The Cassatt Quartet has performed at New York's Alice Tully Hall and Weill Recital Hall at Carnegie Hall, the Tanglewood Music Theater, the Kennedy Center and Library of Congress in Washington, DC. Internationally, it has taken the stage at the Théâtre des Champs-Élysées in Paris, Maeda Hall in Tokyo, the American Academy in Rome, the Palacio de Bellas Artes in Mexico City and the Festival de Música de Cámera in San Miguel de Allende. Composers whose works the quartet has performed include Tina Davidson, Jay Reise, Andy Tierstien, Joan Tower, and Dan Welcher. The acclaimed quartet has built a reputation for being a champion of work by living composers.[1]

Named three times in The New Yorker magazine's Best Of The Year CD Selection, they have recorded for the Koch, Naxos, New World, Albany and CRI Labels.

Contents

HistoryEdit

The Cassatt Quartet was founded in 1985 by four young artists at Juilliard who were inspired by the work of artist Mary Cassatt. It won the Coleman Chamber Music Competition one year later, and two top prizes in the Banff International String Quartet Competition in 1989. At that time the quartet consisted of Laura Goldberg and Muneko Otani, violins; Sarah Adams, viola; and Anna Cholakian, cello. Founding members included cellist Anna Cholakian and violinist Laura J. Goldberg. Goldberg went on to join the Juilliard pre-college teaching faculty and later left the quartet.[2] She later founded Arts Ahimsa, a group that uses music and the arts to promote non-violence.

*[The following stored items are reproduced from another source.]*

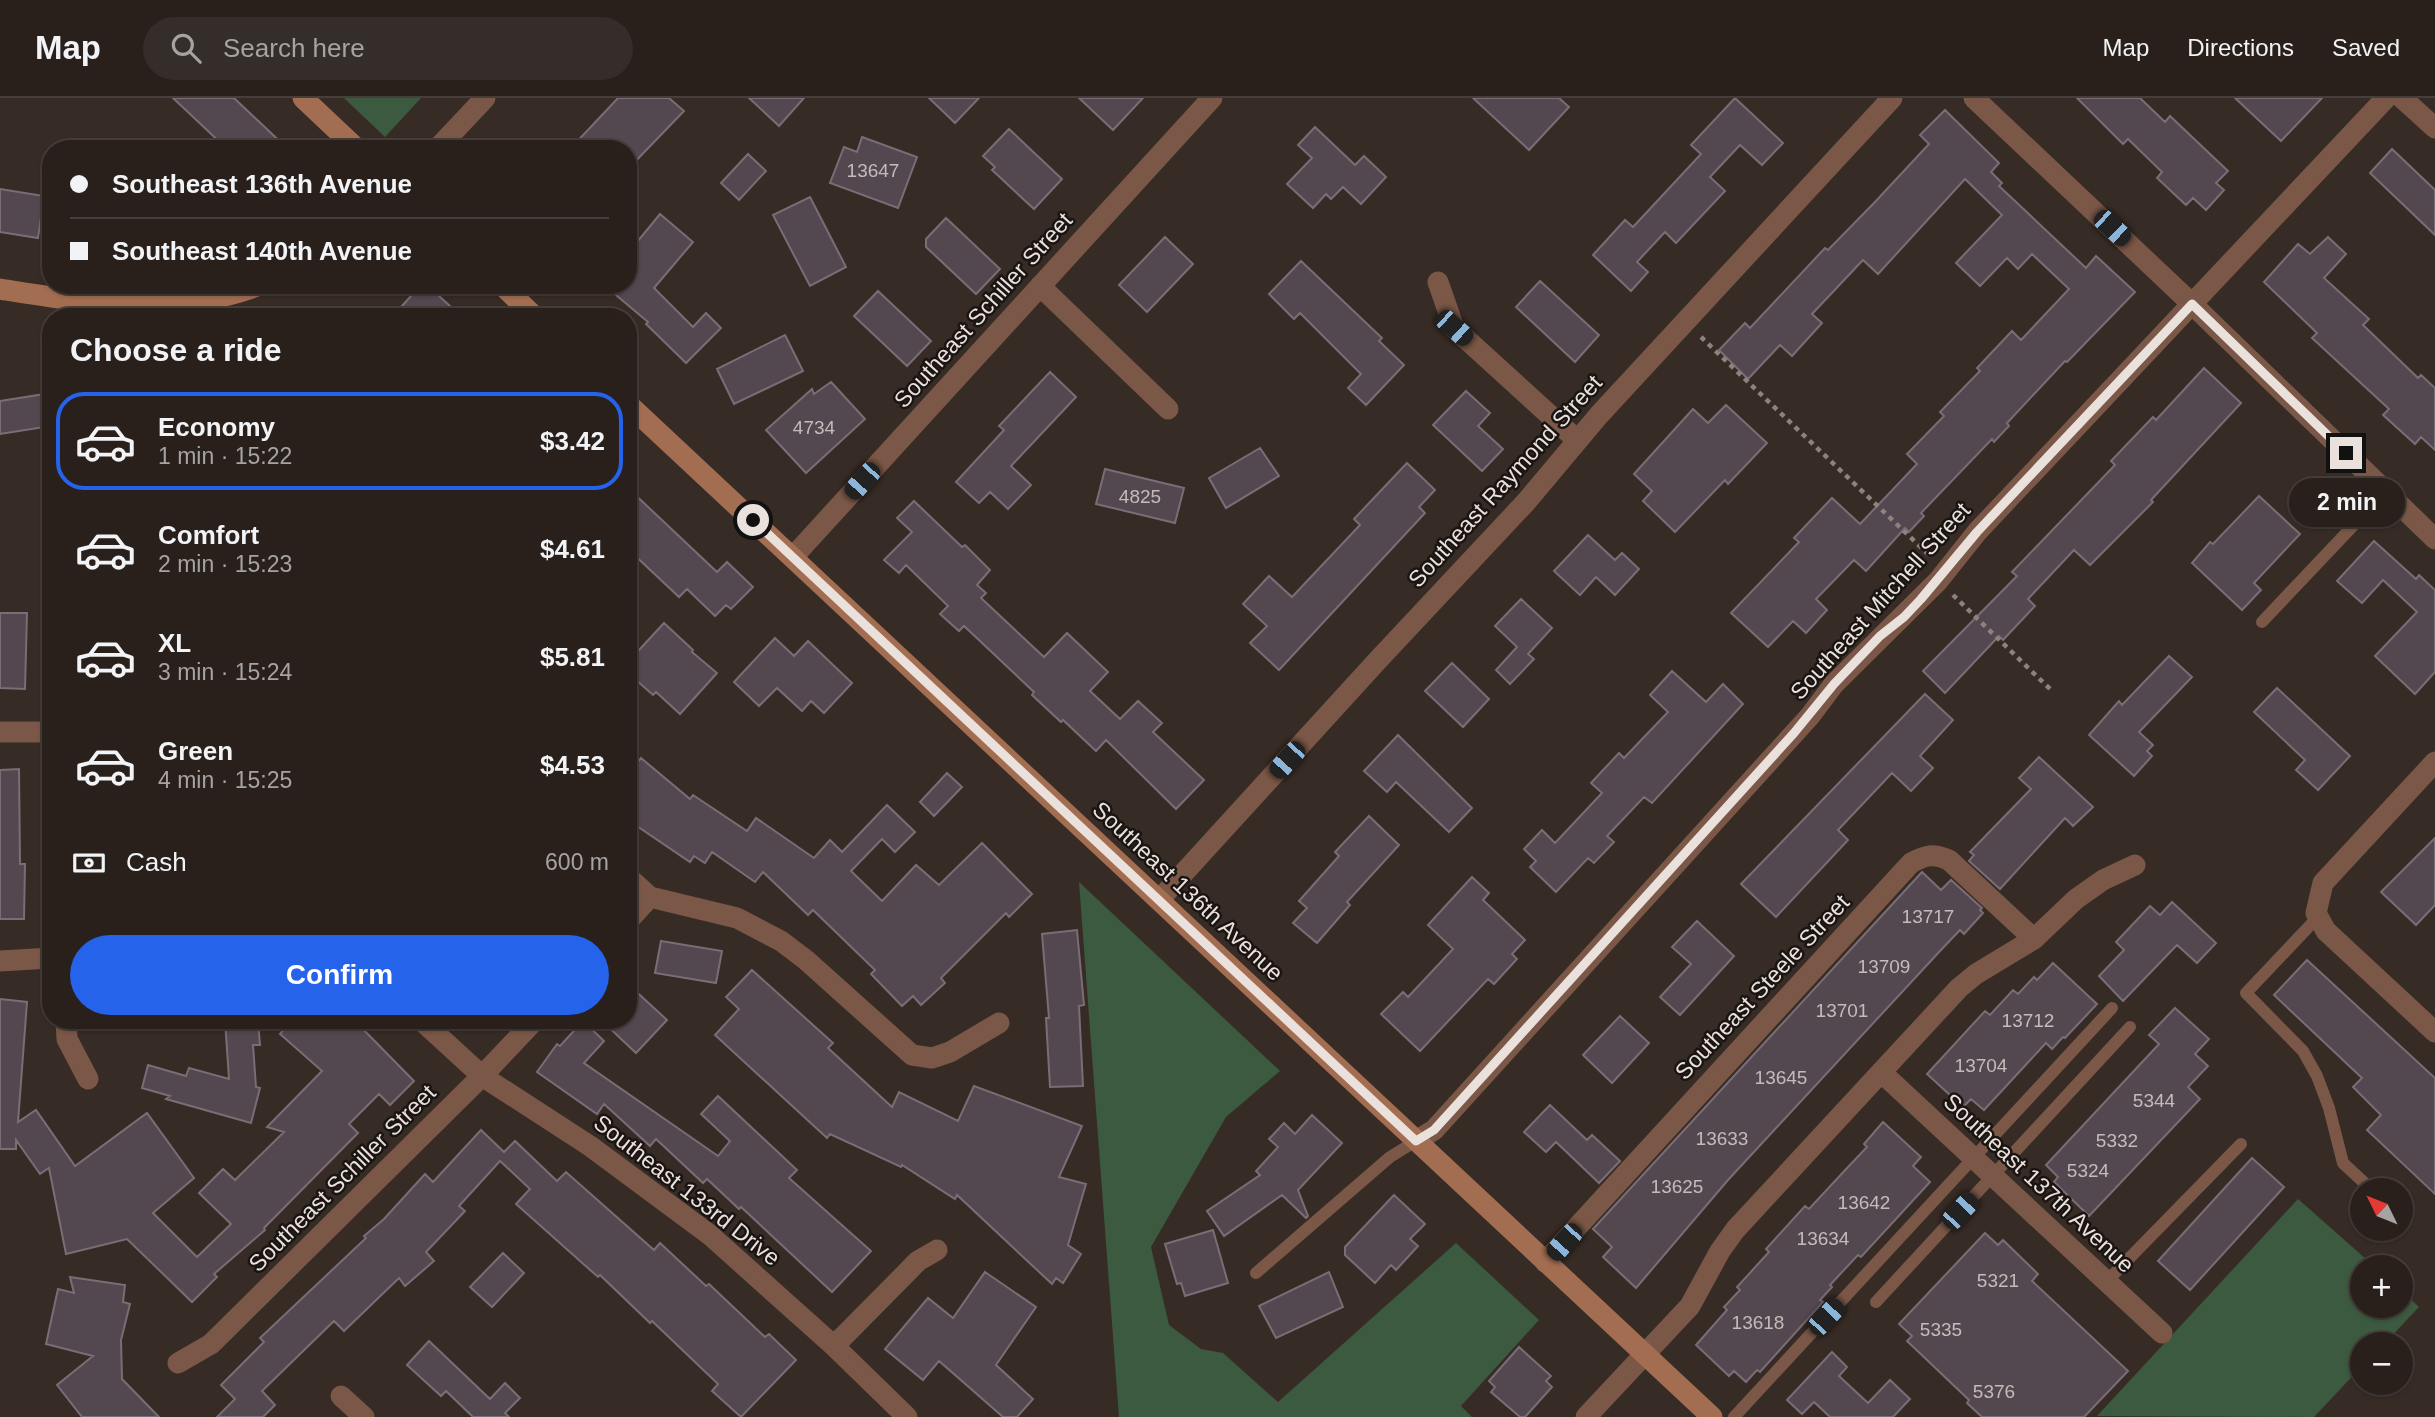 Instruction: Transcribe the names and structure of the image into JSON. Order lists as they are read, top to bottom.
{
  "streets": {
    "street": [
      "Southeast Schiller Street",
      "Southeast Raymond Street",
      "Southeast Mitchell Street",
      "Southeast 136th Avenue",
      "Southeast Steele Street",
      "Southeast 137th Avenue",
      "Southeast 133rd Drive"
    ]
  },
  "crossings": [
    ["Southeast Schiller Street", "Southeast 136th Avenue"],
    ["Southeast Schiller Street", "Southeast 133rd Drive"],
    ["Southeast Raymond Street", "Southeast 136th Avenue"],
    ["Southeast Mitchell Street", "Southeast 136th Avenue"],
    ["Southeast 136th Avenue", "Southeast Steele Street"]
  ],
  "house_numbers": [
    "13647",
    "4734",
    "4825",
    "13717",
    "13709",
    "13701",
    "13712",
    "13704",
    "13645",
    "5344",
    "13633",
    "5332",
    "5324",
    "13625",
    "13642",
    "13634",
    "5321",
    "13618",
    "5335",
    "5376"
  ],
  "north": "top left",
  "page": {
    "header": "Map",
    "search": "Search here",
    "nav": ["Map", "Directions", "Saved"],
    "banner": ["Southeast 136th Avenue", "Southeast 140th Avenue"],
    "heading": "Choose a ride",
    "list": [
      {
        "name": "Economy",
        "note": "1 min · 15:22",
        "value": "$3.42"
      },
      {
        "name": "Comfort",
        "note": "2 min · 15:23",
        "value": "$4.61"
      },
      {
        "name": "XL",
        "note": "3 min · 15:24",
        "value": "$5.81"
      },
      {
        "name": "Green",
        "note": "4 min · 15:25",
        "value": "$4.53"
      }
    ],
    "bubble": "2 min",
    "pay": ["Cash", "600 m"],
    "buttons": "Confirm",
    "map_buttons": ["+", "−"]
  }
} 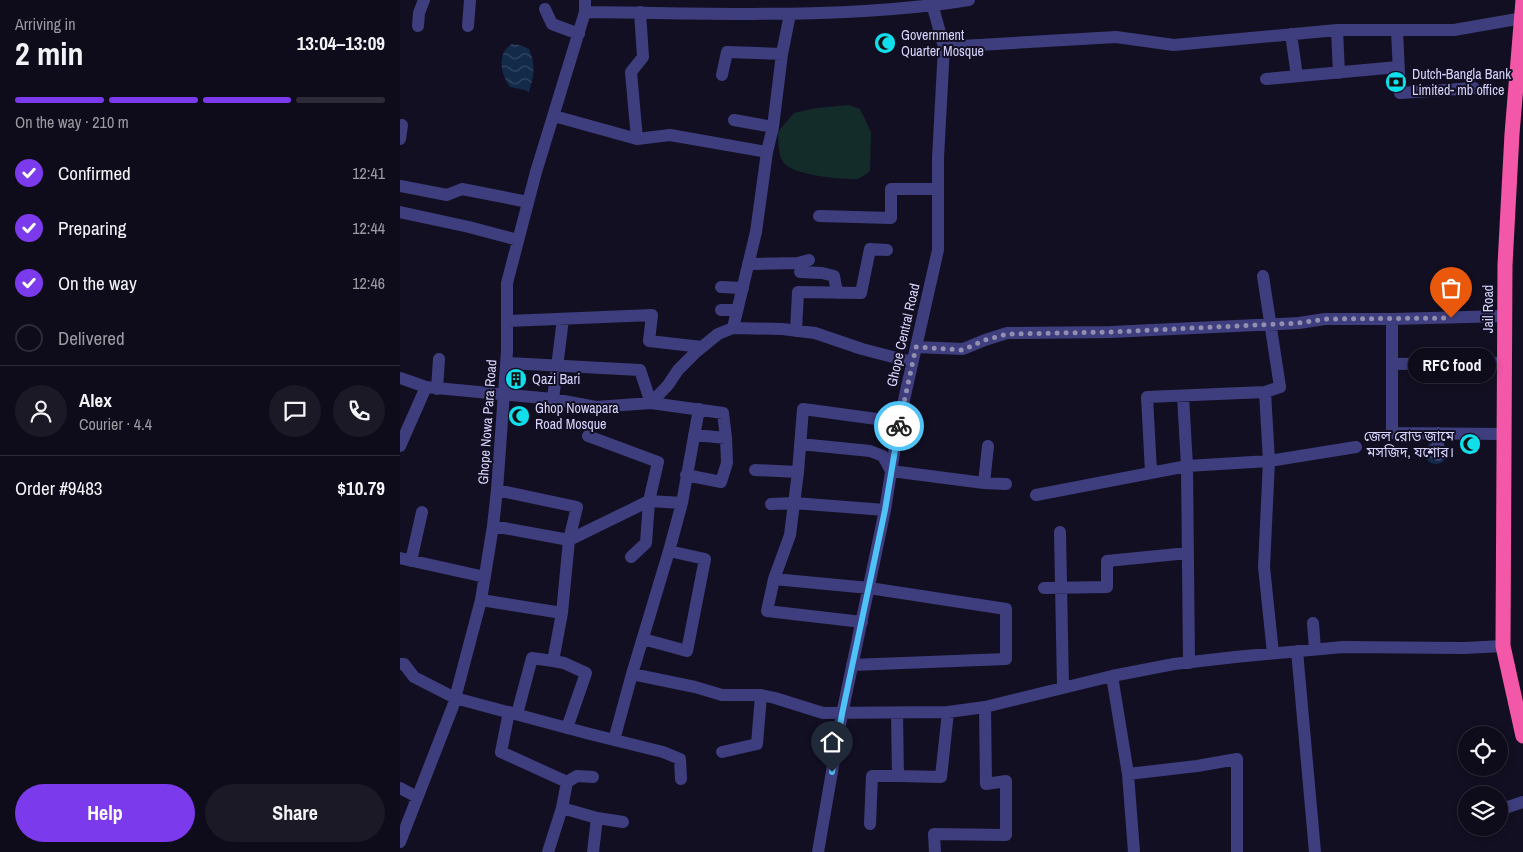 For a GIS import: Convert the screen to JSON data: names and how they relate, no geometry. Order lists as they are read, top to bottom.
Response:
{
  "streets": {
    "highway": ["Jail Road"],
    "street": ["Ghope Central Road", "Ghope Nowa Para Road"]
  },
  "places": {
    "mosque": ["Government Quarter Mosque", "Ghop Nowapara Road Mosque", "জেল রোড জামে মসজিদ, যশোর।"],
    "bank": ["Dutch-Bangla Bank Limited- mb office"],
    "other": ["RFC food"],
    "building": ["Qazi Bari"]
  },
  "page": {
    "heading": ["2 min", "Arriving in", "13:04–13:09"],
    "panel": [
      "Alex",
      "Courier · 4.4",
      "Order #9483",
      "$10.79"
    ],
    "bar": "On the way · 210 m",
    "list": [
      ["Confirmed", "12:41"],
      ["Preparing", "12:44"],
      ["On the way", "12:46"],
      "Delivered"
    ],
    "bubble": "RFC food",
    "buttons": ["Help", "Share"]
  }
} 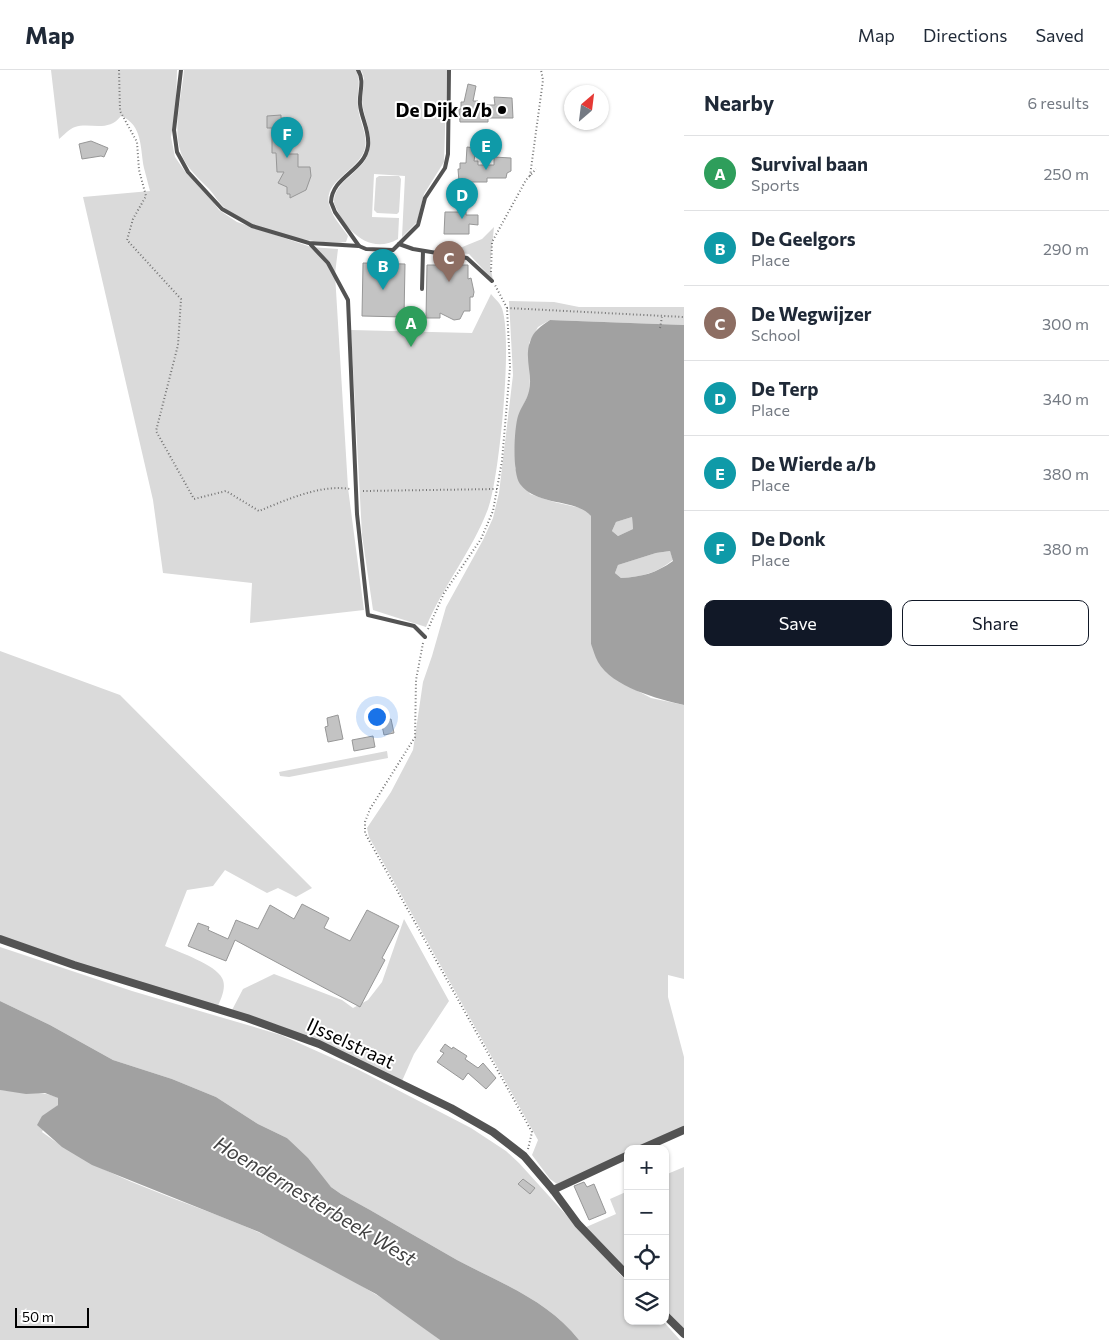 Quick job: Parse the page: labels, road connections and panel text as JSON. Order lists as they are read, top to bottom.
{
  "streets": {
    "street": ["IJsselstraat"]
  },
  "water": ["Hoendernesterbeek West"],
  "places": ["De Dijk a/b"],
  "scale_bar": "50 m",
  "north": "top right",
  "page": {
    "header": "Map",
    "nav": ["Map", "Directions", "Saved"],
    "heading": ["Nearby", "6 results"],
    "pins": [
      "F",
      "E",
      "D",
      "C",
      "B",
      "A"
    ],
    "list": [
      {
        "mark": "A",
        "name": "Survival baan",
        "note": "Sports",
        "value": "250 m"
      },
      {
        "mark": "B",
        "name": "De Geelgors",
        "note": "Place",
        "value": "290 m"
      },
      {
        "mark": "C",
        "name": "De Wegwijzer",
        "note": "School",
        "value": "300 m"
      },
      {
        "mark": "D",
        "name": "De Terp",
        "note": "Place",
        "value": "340 m"
      },
      {
        "mark": "E",
        "name": "De Wierde a/b",
        "note": "Place",
        "value": "380 m"
      },
      {
        "mark": "F",
        "name": "De Donk",
        "note": "Place",
        "value": "380 m"
      }
    ],
    "buttons": ["Save", "Share"],
    "map_buttons": ["+", "−"],
    "scale": "50 m"
  }
}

In 1991 the quartet, composed of Muneko Otani, Laura Goldberg (violin); Michiko Oshima (viola); Anna Cholakian (cello) performed for the soundtrack of the TV Show Fishing with John. That work appears in a CD produced in 1998.

As of 1993, the members of the quartet were Anna Cholakian, cello, Muneko Otani and Sunghae Anna Lim, violins, and Michiko Oshima, viola.[3]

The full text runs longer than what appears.